Taranto, in his usual debonair manner, hoists the opposition party on its own petard. Or, in this case, the very words of their official party organ: the New York Times (or as I like to call it, Pravda's Manhattan Bureau, due to their egregious history of censorship).

A news story in the New York Times isn't exactly news: Democrats and Republicans, the paper reports, are divided over Iraq! The paper reports that each party blames the other for the breakdown of foreign-policy bipartisanship:

Democrats say the Republicans repeatedly broke the old rules, treating national security as a wedge issue to make Democrats look weak and unacceptable, especially in 2004. "George Bush decided to make foreign policy partisan in a way that Ronald Reagan or the first George Bush never did," said Senator Charles E. Schumer of New York, chairman of the Democratic Senatorial Campaign Committee.

Representative Rahm Emanuel of Illinois, the chairman of the Democratic Congressional Campaign Committee, said, "The divisions over Iraq and national security are the house that Karl Rove and George Bush built."

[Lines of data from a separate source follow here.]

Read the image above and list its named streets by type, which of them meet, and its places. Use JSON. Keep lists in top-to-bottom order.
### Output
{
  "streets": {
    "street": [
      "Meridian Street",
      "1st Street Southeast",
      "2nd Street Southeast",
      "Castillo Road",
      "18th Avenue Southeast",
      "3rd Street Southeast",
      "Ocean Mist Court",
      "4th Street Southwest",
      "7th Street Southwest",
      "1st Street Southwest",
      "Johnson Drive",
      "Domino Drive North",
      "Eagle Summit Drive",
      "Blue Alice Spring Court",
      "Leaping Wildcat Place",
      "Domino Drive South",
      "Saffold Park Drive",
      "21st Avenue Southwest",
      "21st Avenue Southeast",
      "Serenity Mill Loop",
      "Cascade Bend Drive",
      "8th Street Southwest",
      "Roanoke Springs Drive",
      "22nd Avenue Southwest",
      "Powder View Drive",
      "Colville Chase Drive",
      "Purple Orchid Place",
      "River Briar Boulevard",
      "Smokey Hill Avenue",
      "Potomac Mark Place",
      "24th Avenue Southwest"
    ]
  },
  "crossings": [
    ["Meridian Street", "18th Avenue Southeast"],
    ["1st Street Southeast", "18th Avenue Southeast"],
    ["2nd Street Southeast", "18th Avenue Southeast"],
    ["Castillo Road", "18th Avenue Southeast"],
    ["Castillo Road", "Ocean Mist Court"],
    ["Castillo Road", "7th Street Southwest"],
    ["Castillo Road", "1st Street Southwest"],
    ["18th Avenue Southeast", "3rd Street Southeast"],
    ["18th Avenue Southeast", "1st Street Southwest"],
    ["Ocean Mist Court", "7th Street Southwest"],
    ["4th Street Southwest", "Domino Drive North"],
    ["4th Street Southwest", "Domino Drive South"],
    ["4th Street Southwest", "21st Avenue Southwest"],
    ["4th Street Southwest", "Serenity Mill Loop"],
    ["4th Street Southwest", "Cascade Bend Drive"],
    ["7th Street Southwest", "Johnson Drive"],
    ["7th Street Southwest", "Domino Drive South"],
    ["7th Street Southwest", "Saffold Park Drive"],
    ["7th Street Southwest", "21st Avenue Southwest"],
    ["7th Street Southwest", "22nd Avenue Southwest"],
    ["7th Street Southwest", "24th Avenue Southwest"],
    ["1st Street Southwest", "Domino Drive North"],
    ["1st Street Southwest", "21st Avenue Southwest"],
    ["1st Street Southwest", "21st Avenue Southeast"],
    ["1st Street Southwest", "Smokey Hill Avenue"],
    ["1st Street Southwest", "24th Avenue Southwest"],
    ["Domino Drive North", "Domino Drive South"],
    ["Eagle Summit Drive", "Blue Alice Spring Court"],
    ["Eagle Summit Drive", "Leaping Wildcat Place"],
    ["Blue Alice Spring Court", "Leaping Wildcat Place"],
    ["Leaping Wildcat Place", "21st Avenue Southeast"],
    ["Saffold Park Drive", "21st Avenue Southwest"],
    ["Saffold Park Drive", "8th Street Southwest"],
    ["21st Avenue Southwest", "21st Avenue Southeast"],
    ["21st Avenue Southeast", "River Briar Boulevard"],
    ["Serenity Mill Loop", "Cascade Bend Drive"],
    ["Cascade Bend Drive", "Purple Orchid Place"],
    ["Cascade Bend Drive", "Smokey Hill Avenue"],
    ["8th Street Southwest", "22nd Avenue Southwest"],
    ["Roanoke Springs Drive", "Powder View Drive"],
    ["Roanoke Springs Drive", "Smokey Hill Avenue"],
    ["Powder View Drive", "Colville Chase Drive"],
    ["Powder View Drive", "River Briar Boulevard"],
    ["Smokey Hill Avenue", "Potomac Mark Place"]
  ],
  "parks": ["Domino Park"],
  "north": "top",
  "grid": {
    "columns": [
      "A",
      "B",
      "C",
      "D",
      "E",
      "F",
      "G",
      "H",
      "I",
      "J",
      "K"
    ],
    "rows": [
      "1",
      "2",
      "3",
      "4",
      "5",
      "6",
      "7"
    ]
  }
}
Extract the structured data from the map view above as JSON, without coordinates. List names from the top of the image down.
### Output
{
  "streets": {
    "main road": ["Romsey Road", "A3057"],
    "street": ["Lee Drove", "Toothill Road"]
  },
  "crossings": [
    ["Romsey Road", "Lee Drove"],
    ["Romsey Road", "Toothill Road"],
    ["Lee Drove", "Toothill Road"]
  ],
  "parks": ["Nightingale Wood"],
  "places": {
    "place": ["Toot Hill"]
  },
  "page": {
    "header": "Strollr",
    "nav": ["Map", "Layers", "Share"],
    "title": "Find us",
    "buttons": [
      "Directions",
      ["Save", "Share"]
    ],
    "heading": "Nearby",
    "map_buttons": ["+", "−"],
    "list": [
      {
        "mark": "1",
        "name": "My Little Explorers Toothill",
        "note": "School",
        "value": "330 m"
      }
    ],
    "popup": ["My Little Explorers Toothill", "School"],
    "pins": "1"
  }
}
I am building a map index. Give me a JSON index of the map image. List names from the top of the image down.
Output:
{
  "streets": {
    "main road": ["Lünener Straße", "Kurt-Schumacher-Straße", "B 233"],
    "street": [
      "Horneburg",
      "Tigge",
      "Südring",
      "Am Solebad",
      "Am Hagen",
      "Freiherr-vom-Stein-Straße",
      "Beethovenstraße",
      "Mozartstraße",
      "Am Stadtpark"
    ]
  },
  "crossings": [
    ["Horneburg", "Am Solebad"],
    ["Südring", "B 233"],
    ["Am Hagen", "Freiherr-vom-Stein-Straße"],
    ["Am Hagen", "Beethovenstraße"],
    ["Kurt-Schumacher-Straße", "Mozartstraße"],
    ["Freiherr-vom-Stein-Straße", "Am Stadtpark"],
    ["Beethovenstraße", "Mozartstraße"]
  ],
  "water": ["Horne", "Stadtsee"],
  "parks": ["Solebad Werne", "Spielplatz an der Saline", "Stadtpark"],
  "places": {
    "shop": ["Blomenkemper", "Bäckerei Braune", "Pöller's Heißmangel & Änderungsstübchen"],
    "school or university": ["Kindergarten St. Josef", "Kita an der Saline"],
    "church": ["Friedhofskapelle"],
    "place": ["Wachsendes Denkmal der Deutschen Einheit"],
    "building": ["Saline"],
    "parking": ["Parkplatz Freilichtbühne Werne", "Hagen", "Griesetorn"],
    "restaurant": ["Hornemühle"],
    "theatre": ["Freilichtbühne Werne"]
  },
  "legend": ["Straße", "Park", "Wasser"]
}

But Ken Mehlman, chairman of the Republican National Committee, said the war and national security were entirely appropriate issues for election campaigns.

"I don't think we're politicizing the war," Mr. Mehlman said. "I think the fact is that there are legitimate and important differences, and it is the job of a campaign to clarify between individual candidates on what is the central question our nation faces, which is, How do you win this global war on terror?"

On the same day, the Times editorial board endorsed antiwar zillionaire Ned Lamont's Democratic primary challenge to Connecticut's Sen. Joe Lieberman:

In his effort to appear above the partisan fray, he has become one of the Bush administration's most useful allies. . . . [President Bush's] administration has depicted any questions or criticism of his policies as giving aid and comfort to the terrorists. And Mr. Lieberman has helped that effort. He once denounced Democrats who were "more focused on how President Bush took America into the war in Iraq" than on supporting the war's progress. . . .

By suggesting that there is no principled space for that kind of opposition, he has forfeited his role as a conscience of his party, and has forfeited our support. . . .

This primary is not about Mr. Lieberman's legislative record. Instead it has become a referendum on his warped version of bipartisanship, in which the never-ending war on terror becomes an excuse for silence and inaction. We endorse Ned Lamont in the Democratic primary for Senate in Connecticut.

The Democrats can deny that it is they who have treated foreign policy as a partisan issue, but the Times can't deny that it [has] encouraged them to do so.

In short, despite the Times' childish mocking of the "never-ending war on terror", said war is perceived by most Americans as reality on the ground. Having witnessed extremist attacks in Manhattan, Washington, Bali, Beslan, Madrid, London, Iraq, Uzbekistan, Israel, Mumbai, Kashmir, Thailand, Darfur, Somalia, Australia, Indonesia, and the Philippines (not a complete list), most realists with a lick of sense can put two and two together.

Of course, no one ever said the Times has a lick of sense. Issuing regular paychecks to the Triad of Ignorance (Dowd, Herbert, and Rich) is conclusive proof that the Times isn't running on all cylinders.